SE is the standard error of \(\hat{p}_B - \hat{p}_A\), i.e., \(\text{SE} = \sqrt{\text{Var} (\hat{p}_B - \hat{p}_A)}\)

Recall that under \(H_0\), both groups A and B has the same conversion rate \(p\). Without loss of generality, consider group A with \(n_A\) trials (e.g., show a button to users). Each trial \(i\) is a Bernoulli random variable \(X_i \in \{0,1\}\), in which the probability of \(X_i=1\) (conversion) is \(p\), i.e., \(X_i \sim \text{Bernoulli} (p)\). Then,

\[\mathbb{E}(X_i) = p\] \[\text{Var}(X_i) = \mathbb{E}(X_i^2) - (\mathbb{E}(X_i))^2 = p\times 1^2 + (1-p)\times 0^2 - p^2 = p(1-p)\] \[x_A = \sum_{i=1}^{n_A} X_i\]

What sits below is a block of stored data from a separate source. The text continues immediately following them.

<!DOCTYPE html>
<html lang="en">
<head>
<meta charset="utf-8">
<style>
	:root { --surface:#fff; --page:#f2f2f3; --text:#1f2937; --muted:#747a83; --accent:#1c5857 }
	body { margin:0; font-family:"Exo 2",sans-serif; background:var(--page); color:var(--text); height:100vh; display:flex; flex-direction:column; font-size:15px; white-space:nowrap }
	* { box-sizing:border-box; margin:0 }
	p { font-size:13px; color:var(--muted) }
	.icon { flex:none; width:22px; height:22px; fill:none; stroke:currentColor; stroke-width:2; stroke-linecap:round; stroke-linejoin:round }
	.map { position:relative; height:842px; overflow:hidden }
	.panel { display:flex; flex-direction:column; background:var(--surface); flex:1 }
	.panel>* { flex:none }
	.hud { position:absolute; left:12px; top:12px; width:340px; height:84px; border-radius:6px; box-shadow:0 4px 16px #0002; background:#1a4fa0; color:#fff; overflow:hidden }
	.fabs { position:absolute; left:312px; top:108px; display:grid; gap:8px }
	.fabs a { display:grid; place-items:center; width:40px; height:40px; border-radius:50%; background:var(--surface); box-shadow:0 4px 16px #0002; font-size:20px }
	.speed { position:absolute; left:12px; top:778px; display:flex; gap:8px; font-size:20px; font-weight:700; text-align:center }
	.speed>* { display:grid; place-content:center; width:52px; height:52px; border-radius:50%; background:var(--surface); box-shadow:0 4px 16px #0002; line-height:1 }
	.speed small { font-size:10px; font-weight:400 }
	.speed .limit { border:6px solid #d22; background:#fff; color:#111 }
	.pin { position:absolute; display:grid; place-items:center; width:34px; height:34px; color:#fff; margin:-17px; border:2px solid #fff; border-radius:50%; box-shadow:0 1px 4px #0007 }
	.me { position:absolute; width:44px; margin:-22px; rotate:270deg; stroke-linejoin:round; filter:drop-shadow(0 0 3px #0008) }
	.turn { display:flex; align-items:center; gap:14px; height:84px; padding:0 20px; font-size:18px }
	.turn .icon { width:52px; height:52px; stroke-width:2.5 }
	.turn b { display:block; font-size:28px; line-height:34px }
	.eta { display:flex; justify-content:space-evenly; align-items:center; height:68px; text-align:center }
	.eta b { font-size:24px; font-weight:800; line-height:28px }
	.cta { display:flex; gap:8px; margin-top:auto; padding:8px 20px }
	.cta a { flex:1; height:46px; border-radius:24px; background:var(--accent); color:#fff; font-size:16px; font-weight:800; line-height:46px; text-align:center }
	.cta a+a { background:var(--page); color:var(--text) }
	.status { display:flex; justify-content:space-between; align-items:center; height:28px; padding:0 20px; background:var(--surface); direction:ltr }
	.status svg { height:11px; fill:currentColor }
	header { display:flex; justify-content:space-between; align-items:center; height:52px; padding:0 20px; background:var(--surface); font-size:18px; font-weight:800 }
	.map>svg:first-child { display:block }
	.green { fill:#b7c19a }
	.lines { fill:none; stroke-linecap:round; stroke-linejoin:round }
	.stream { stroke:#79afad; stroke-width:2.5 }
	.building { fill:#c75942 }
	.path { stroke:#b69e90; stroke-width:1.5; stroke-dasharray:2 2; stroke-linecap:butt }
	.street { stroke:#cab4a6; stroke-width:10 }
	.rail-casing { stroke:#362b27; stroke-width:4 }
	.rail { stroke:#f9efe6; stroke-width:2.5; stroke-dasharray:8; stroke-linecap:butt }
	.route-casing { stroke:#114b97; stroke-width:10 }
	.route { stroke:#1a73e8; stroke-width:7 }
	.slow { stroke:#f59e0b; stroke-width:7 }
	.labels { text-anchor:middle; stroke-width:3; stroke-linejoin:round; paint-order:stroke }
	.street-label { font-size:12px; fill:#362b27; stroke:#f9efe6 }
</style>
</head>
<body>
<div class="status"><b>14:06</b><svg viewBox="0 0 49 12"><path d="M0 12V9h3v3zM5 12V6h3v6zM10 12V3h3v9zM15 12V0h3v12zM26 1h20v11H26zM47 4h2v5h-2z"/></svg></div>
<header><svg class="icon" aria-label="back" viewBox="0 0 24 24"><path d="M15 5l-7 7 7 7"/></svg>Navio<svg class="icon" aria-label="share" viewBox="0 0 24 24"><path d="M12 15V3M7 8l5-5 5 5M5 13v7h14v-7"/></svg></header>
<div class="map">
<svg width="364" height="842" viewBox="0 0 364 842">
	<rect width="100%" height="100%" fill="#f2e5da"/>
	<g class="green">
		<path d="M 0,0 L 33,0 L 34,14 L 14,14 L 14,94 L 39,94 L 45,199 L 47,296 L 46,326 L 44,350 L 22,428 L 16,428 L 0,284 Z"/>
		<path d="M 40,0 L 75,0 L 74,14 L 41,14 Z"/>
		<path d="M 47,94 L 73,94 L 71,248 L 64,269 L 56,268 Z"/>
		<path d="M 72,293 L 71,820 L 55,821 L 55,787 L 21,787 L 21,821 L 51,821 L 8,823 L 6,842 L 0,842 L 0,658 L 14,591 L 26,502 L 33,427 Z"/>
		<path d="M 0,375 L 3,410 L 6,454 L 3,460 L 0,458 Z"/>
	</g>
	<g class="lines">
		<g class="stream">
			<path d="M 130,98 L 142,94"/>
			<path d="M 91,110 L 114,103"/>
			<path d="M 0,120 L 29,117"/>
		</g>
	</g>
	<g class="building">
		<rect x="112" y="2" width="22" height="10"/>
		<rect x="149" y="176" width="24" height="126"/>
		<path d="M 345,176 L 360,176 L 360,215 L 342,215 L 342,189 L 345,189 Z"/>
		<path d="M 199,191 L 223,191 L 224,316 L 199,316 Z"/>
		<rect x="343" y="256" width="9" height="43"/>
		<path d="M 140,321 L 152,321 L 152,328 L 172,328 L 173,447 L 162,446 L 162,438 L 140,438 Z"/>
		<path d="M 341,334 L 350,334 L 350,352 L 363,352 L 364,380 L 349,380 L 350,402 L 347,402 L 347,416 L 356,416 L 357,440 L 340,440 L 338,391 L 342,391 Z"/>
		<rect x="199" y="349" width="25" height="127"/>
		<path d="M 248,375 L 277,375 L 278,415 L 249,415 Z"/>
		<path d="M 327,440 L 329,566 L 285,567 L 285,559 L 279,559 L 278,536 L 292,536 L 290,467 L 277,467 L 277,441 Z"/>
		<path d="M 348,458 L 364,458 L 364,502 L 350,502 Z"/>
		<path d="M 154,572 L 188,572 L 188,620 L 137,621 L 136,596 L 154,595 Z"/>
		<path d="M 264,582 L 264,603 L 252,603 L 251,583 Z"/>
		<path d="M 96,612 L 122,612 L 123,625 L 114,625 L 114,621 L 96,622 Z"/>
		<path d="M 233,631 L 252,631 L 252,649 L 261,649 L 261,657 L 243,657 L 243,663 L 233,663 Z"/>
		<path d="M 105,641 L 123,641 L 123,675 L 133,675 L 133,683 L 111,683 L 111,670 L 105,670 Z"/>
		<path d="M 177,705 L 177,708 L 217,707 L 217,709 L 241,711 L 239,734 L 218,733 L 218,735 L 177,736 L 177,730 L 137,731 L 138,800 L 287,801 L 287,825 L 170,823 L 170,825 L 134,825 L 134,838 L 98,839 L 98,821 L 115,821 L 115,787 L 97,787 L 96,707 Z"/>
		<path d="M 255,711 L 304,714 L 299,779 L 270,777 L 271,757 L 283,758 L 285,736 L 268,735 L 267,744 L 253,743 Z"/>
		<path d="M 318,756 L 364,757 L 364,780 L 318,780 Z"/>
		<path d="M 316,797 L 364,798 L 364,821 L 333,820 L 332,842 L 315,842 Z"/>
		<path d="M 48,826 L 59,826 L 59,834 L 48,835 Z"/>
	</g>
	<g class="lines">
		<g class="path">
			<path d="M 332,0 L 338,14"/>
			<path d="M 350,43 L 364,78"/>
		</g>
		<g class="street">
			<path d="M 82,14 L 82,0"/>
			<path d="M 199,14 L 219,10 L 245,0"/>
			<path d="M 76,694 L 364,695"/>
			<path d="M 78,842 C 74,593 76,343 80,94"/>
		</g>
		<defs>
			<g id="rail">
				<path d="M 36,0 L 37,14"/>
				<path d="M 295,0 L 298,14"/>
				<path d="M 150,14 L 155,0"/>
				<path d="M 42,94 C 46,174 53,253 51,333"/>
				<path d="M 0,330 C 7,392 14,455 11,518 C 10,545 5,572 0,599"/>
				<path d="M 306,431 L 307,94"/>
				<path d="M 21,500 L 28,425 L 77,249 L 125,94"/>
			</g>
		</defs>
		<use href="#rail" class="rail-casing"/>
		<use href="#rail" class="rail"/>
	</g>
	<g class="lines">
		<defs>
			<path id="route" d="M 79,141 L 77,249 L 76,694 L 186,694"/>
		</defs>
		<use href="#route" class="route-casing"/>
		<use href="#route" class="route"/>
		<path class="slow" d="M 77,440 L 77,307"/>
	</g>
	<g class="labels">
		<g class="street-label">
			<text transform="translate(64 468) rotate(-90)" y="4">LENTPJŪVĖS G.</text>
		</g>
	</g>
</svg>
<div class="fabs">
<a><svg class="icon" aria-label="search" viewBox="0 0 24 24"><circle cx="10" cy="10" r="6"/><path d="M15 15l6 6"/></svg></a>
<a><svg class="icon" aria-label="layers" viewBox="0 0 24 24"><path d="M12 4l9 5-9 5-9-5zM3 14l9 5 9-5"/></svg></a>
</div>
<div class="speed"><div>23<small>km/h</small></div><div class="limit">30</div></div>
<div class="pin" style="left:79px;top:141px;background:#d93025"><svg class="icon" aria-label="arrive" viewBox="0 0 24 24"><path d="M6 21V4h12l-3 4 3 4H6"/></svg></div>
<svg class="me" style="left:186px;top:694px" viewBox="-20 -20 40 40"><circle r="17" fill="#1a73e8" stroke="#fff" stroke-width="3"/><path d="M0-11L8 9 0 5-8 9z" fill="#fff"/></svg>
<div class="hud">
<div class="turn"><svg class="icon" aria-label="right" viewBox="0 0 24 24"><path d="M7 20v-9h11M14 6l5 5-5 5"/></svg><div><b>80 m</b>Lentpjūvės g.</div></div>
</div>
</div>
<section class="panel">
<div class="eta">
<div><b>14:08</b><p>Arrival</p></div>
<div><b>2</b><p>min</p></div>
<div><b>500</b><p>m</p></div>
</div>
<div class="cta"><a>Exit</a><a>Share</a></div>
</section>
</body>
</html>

Therefore, by definition of the Binomial distribution, \(x_A \sim \text{Binomial} (n_A, p)\).

Then, \(\mathbb{E}(x_A) = n_A p\) and \(\mathbb{E}(\hat{p}_A) = \mathbb{E}( \frac{x_A}{n_A} ) = \frac{1}{n_A} \mathbb{E}( x_A ) = \frac{n_A p }{n_A} = p\) — the true popolation conversion rate. This means \(\hat{p}_A\) an biased estimator of \(p\).

\[\text{Var}(x_A) = \sum_{i=1}^{n_A} \text{Var}(X_i) = n_A p (1-p)\] \[\text{Var}(\hat{p}_A) = \text{Var}\Big(\frac{x_A}{n_A}\Big) = \frac{\text{Var}(x_A)}{n_A^2} = \frac{n_A p (1-p)}{n_A^2} = \frac{p (1-p)}{n_A}\]

Central Limit Theorem (CLT) allows us to treat the distribution of \(\hat{p}_A\) as an approximate normal distribution for a large population, i.e., \(\hat{p}_A \sim \text{Approximately Normal} \Big(p, \frac{p(1-p)}{n_A}\Big)\).

Now, consider both \(\hat{p}_A\) and \(\hat{p}_B\). Since these variables are independent, their varience is

\(\text{Var} (\hat{p}_B - \hat{p}_A) = \text{Var} (\hat{p}_B) + \text{Var} (\hat{p}_A) = p(1-p)\Big(\frac{1}{n_A}+\frac{1}{n_B}\Big)\).

Then, the expression of SE is obtained via \(\text{SE} = \sqrt{\text{Var} (\hat{p}_B - \hat{p}_A)}\).